What I can say is that the structural problem is independent of the answer. The Comodo trust chain at the moment includes an unknown number of resellers and registration authorities, each of which can request certificates that browsers will trust globally. There are several hundred root CAs in the Mozilla trust store; each has some number of intermediate authorities below it; the practical population of organisations capable of asking for and receiving a certificate that any browser will accept is in the low thousands. There is no published list. There has not, until last week, been a public incident that demonstrates the practical attack surface.

The defensive responses the operator community has been discussing for the past two years — DANE, certificate transparency, certificate pinning at the browser level, the work Moxie Marlinspike has been doing on Convergence — are, in light of this incident, no longer "interesting research direction" but operationally pressing. None of them are deployed at any meaningful scale. None of them are on a clear path to deployment. The browser vendors have the most leverage, but the standards work is in early stages and the deployment will take years. Meanwhile the trust model that protects every TLS-protected login form on the public internet against the kind of attack Tunisia demonstrated in January is, as of last week, demonstrably weaker than every CISO conversation has been assuming for a decade.

I have spent the morning auditing what the implications are for the engagements I run. The honest answer, for everything except the very highest-value internal services, is that there is nothing material a single client can do today beyond pushing harder on certificate-pinning where the infrastructure permits it (which for most web applications it does not), and being more sceptical of the chain-of-trust assumption that runs through every "we use HTTPS" tick-box on the controls statement. There is a longer conversation about operational monitoring of CT-style certificate logs that I will need to have with Browne Jacobson and Towry when something deployable exists. At the moment, it does not.

The narrower question is what to do about the nine certificates. They are revoked. The revocation list is in OCSP, in CRLs, and in the browser-vendor blocklists. But OCSP soft-fail is the default in most browsers, which means that a man-in-the-middle who can suppress the OCSP response will see the certificate accepted. Hard-fail OCSP would close that gap; it would also break revocation in the perfectly common case where the OCSP responder is briefly unreachable, which is why nobody runs hard-fail OCSP. The structural remedy here is OCSP stapling, which has been in the relevant RFC since the TLS extensions were standardised and is deployed on essentially nothing. There is a thread to pull on.
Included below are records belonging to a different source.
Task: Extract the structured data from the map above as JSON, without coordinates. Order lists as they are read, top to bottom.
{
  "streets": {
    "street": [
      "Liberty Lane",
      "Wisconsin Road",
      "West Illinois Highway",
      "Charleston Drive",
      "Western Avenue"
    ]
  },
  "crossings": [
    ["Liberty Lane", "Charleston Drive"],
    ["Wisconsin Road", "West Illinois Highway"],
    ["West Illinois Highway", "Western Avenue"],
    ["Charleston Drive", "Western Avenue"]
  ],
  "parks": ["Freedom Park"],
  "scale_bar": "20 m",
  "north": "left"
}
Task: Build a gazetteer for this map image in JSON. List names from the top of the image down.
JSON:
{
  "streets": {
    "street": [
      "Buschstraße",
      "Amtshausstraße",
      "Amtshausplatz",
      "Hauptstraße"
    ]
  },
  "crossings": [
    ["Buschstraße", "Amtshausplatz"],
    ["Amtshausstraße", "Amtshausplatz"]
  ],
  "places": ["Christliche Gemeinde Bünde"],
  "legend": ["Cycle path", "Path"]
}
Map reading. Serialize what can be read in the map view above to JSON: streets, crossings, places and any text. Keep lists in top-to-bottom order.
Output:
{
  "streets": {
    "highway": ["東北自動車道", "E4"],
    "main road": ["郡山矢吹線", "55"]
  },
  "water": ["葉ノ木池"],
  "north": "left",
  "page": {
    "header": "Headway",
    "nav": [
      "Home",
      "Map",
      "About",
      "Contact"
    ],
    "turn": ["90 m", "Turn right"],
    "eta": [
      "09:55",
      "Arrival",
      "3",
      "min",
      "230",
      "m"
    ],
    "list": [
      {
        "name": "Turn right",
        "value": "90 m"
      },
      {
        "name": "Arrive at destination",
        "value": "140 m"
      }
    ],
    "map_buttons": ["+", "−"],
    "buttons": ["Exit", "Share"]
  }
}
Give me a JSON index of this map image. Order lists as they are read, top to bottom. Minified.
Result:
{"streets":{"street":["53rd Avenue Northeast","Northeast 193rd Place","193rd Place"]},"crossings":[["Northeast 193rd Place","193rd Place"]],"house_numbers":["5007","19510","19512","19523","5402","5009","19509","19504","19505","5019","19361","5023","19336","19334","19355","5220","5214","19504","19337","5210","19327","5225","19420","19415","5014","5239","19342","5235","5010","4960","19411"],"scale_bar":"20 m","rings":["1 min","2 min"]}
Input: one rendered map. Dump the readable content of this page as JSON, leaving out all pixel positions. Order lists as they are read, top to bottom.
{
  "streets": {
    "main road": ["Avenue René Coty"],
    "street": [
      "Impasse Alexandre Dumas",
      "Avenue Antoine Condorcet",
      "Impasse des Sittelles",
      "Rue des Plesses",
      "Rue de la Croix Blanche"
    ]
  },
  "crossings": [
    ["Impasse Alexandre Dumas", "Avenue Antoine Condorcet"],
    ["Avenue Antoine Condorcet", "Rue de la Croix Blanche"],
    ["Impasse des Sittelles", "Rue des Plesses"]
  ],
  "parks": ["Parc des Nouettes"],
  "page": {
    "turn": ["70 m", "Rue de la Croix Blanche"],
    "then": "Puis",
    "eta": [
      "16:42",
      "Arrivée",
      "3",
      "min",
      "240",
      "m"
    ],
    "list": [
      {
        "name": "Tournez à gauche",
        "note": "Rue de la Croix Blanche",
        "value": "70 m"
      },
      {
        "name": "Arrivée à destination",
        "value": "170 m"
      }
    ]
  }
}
The final thing I want to note is the ComodoHacker rhetoric. The pastebin post contains the line "I'm a single hacker with experience of 1000 hackers", which is at least a memorable formulation, and a block of text claiming political motivation and personal grievance against the West that reads, to me, as cover. Real lone actors do not write political manifestos. State actors do not, in my experience, post the private key of a stolen certificate to pastebin to gloat. The most coherent reading is that we have a state operation laundered through a public lone-actor cover story, and that the operator who wrote the pastebin post is willing to wear the cover because the state has paid him enough to do so. I cannot prove this. I will be reading Bruce Schneier over the next fortnight to see if the analysis firms up.

The next post is probably the SQL-injection methodology piece I have been promising the engagements team since January, unless the certificate-authority story produces a second incident, which on present indications is more likely than not.